Sarà il recital pianistico di Paolo Restani ad aprire la nuova stagione di appuntamenti
musicali promossi a Fano dall’associazione Wunderkammer Orchestra ets con il patrocinio del Comune di Fano – Assessorato alla Cultura e Beni Culturali – Biblioteche, e con il supporto di Sistemi Klein, Istituto Ottico Ciaroni e Il Giardino di Santa Maria.
Domenica 15 marzo alle ore 17:30, nella Chiesa di Santa Maria del Gonfalone, il grande pianista sarà protagonista del concerto “Du Début à la Fin”, su musiche di Debussy, Schumann, Chopin, Rachmaninov e Listz, un programma che attraversa alcune delle pagine più suggestive del repertorio romantico e del primo Novecento.
Considerato tra i più autorevoli interpreti del grande repertorio pianistico europeo, Paolo Restani vanta oltre quarant’anni di carriera internazionale. Ha suonato in importanti sale e istituzioni musicali in Europa, Asia e Americhe, collaborando con orchestre e direttori di prestigio. Apprezzato per il suo suono raffinato, la profondità poetica e un tratto interpretativo in costante evoluzione, Restani è particolarmente apprezzato per le sue letture del repertorio romantico e tardo-romantico, che coniugano rigore stilistico e intensa espressività.

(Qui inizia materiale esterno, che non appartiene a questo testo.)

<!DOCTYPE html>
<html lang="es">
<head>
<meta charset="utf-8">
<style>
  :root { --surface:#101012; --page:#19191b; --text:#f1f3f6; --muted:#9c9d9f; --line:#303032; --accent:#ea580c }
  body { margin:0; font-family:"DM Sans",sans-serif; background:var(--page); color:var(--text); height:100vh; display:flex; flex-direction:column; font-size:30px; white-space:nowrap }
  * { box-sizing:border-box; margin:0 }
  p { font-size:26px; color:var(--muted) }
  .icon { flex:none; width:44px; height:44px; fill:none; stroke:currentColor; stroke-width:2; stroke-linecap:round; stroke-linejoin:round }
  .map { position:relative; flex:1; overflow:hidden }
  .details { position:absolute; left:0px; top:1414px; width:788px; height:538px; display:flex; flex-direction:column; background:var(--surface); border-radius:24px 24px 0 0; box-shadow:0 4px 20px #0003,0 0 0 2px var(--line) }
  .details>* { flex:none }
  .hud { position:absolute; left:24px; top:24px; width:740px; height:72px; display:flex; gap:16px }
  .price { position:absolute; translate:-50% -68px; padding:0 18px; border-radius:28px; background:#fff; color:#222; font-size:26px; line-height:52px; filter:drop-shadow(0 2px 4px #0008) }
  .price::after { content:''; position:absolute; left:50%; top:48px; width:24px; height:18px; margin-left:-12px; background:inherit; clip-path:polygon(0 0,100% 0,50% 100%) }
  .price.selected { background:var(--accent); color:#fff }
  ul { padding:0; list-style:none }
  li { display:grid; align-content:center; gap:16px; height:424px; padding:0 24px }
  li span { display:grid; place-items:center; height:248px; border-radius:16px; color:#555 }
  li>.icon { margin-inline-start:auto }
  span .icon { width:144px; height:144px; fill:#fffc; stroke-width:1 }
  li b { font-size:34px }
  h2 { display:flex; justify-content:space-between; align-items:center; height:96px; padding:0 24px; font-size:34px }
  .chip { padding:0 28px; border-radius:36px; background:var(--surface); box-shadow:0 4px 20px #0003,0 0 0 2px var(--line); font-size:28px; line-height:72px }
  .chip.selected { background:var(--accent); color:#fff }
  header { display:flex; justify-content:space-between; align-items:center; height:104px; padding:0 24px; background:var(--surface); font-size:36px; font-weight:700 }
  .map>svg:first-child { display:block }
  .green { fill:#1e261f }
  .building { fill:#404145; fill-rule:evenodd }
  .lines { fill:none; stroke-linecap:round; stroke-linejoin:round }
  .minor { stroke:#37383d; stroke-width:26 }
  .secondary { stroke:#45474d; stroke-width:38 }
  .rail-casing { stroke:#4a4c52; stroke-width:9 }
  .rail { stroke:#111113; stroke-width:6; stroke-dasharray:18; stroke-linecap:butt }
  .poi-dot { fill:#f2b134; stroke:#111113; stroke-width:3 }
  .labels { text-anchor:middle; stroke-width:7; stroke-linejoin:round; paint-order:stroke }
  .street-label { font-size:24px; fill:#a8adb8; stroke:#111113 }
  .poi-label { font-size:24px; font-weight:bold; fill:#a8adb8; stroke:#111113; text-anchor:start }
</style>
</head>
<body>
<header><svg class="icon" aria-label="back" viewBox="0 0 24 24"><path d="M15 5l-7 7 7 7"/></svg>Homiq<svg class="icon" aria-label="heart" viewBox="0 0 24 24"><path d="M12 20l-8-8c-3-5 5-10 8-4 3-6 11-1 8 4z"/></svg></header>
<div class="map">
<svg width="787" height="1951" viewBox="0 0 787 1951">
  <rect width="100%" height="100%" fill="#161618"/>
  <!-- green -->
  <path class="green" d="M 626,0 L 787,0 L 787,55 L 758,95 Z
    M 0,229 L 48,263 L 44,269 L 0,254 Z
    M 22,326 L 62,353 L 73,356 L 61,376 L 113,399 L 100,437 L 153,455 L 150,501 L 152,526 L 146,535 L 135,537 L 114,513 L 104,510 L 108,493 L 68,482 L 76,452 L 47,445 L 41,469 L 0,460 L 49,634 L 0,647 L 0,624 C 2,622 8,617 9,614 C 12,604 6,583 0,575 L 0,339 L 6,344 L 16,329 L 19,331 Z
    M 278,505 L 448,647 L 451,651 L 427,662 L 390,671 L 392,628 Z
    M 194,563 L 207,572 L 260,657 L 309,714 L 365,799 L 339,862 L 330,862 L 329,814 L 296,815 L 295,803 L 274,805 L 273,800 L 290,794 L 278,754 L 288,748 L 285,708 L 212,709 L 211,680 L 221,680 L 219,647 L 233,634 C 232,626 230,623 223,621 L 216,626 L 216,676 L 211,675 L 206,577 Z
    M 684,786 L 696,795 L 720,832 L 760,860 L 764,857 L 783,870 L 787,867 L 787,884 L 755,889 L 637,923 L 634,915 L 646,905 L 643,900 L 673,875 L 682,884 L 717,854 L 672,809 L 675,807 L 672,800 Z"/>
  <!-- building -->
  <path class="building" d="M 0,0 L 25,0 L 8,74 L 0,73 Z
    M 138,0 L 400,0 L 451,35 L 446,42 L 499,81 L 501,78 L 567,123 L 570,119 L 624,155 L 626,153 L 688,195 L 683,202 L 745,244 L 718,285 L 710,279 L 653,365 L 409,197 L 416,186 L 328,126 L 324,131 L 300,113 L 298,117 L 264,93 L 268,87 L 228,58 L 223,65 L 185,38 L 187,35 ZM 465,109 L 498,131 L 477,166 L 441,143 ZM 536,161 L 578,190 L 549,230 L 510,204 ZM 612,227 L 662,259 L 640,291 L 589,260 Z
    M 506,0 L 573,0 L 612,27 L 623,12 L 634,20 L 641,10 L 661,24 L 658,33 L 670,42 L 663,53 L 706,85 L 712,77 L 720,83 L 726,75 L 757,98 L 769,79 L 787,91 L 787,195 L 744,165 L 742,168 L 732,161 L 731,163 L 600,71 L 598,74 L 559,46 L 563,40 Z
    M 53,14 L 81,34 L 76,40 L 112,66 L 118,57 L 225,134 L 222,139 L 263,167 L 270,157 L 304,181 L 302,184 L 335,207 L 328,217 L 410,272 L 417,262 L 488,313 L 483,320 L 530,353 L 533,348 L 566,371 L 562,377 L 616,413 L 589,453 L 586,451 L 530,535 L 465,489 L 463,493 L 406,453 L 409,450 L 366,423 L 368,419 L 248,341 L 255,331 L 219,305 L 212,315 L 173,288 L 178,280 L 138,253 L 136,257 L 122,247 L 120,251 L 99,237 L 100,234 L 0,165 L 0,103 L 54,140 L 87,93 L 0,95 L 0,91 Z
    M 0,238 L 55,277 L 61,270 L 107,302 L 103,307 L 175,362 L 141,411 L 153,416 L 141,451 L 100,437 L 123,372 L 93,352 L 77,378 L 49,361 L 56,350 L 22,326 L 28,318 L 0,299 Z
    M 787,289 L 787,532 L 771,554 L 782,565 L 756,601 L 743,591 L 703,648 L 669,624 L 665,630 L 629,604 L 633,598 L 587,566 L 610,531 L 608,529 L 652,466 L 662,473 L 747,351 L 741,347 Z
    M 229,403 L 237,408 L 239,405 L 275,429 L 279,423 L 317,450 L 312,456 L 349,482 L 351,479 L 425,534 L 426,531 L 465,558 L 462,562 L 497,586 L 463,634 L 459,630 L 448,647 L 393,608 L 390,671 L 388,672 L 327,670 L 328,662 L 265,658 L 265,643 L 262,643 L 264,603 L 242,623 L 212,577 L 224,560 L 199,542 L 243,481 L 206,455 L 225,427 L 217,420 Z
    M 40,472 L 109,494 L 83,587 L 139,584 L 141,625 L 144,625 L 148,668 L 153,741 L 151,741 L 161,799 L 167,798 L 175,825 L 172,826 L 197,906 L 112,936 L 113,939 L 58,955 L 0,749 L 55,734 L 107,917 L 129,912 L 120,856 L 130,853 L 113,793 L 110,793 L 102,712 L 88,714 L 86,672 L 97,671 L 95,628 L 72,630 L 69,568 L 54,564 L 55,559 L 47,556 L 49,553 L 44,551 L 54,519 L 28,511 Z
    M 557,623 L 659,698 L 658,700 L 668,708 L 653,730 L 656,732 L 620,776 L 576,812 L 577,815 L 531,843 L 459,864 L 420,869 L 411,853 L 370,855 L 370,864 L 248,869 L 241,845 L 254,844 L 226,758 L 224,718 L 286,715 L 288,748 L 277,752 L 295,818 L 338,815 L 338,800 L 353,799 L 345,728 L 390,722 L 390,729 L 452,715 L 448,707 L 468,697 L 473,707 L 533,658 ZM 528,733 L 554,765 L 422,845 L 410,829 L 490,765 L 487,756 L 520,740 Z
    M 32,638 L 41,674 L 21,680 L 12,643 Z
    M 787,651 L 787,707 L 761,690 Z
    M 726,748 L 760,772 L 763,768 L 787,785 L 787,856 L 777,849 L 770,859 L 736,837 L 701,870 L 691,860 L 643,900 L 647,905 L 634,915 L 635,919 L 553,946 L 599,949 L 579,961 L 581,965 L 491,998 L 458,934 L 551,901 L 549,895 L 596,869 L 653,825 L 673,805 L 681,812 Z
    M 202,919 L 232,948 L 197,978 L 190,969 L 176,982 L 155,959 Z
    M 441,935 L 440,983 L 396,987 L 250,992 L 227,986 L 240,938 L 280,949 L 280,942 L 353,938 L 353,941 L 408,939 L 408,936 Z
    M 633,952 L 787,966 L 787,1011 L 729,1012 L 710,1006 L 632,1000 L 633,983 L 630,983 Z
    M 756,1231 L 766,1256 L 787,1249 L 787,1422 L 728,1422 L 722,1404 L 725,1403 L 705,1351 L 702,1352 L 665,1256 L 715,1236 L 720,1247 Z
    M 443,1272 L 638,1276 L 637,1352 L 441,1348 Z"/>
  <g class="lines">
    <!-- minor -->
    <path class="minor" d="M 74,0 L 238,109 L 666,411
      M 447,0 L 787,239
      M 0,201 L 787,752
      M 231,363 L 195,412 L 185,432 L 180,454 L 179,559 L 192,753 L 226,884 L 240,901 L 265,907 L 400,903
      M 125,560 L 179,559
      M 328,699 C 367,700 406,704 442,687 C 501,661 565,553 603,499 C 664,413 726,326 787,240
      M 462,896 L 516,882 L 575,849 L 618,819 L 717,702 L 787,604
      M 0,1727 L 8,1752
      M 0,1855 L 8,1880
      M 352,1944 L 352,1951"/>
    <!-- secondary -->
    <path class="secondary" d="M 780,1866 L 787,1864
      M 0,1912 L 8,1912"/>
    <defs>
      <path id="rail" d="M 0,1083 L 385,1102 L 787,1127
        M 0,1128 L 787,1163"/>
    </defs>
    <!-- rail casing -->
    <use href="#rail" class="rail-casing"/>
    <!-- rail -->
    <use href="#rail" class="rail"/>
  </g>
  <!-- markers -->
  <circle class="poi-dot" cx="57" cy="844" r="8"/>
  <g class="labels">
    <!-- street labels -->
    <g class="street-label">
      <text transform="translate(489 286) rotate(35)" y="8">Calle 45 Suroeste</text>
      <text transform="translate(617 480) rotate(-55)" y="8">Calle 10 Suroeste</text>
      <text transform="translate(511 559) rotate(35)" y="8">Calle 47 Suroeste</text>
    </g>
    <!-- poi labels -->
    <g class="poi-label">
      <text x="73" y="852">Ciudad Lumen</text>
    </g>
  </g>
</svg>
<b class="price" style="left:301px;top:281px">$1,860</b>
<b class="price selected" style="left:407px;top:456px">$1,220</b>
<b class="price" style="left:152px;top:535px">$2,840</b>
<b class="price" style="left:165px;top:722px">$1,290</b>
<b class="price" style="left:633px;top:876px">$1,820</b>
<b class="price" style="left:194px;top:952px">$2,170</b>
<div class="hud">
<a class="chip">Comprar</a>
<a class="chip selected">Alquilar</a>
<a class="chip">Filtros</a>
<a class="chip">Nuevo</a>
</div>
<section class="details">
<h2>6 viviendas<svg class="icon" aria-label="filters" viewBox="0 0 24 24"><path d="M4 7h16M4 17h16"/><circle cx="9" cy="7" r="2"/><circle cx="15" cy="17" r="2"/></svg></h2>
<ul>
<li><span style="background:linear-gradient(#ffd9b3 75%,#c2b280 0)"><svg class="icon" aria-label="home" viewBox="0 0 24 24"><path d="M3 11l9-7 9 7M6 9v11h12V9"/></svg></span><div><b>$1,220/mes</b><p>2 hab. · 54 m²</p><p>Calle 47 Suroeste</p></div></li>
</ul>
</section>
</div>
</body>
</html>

Il programma ideato da Paolo Restani porta un titolo semplice e programmatico: “Du début à la fin”. L’itinerario non è cronologico ma è costruito sull’ascolto: inizia con un suono che cerca ancora una forma, privo di melodia, e alla fine è pienamente formato, spinto fino al limite delle sue possibilità.
Il “début” del percorso è affidato all’eleganza impressionista di Claude Debussy, con Élégie, Rêverie, La cathédrale engloutie (dal Préludes Livre I, n. 10), pagine in cui il suono nasce e si trasforma, fino a il Valse “La plus que lente”, un episodio di leggerezza e di seduzione con la sua melodia che appartiene al mondo urbano e notturno della Parigi di inizio Novecento.
Il passaggio a Robert Schumann avviene con una pagina brevissima ma decisiva: la quarta variazione postuma dagli Studi Sinfonici op.13. È il momento in cui la melodia, pur restando sfuggente, comincia a caricarsi di significato espressivo.
Nei due Notturni di Frederic Chopin – l’op postuma “lento con grande espressione” e l’op. 9 n. 1 – la musica diventa quasi interamente melodia. Qui il canto appare in modo chiaro e continuo, la melodia è dolcissima, distesa, contemplativa, come uno sguardo rivolto a qualcosa che si cerca. Nella Polonaise op. 40 n. 2 la sezione centrale ha un carattere più lirico, l’inizio e la ripresa finale introducono un’atmosfera molto più cupa.
Con Sergej Rachmaninov questa tensione si approfondisce ulteriormente. Nel Preludio op. 32 n. 10 la melodia emerge da una trama armonica densa e inquieta, mentre nel celebre Preludio op. 3 n. 2 il suono assume una forza monumentale, in una dimensione tragica sempre più intensa.
La conclusione, la “fin” evocata dal titolo, è affidata alla Dante Sonata di Franz Liszt nella trascrizione di Karl Tausig. Qui il pianoforte dispiega l’intero spettro delle proprie possibilità sonore, dai pianissimi più lontani ai fortissimi più violenti. Nel cuore del brano appare una grande melodia lirica legata alla vicenda di Paolo e Francesca, ma è un momento destinato a essere travolto dalla tensione infernale che domina la composizione. Dopo il lungo percorso iniziato con il suono germinale di Debussy, la musica arriva qui a una forma piena e definitiva: la melodia è ormai completamente formata, mefistofelica, trionfalmente drammatica.
> Biglietti
intero da 8 a 20 euro; riduzioni per Soci WKO e familiari conviventi, under 18 e studenti.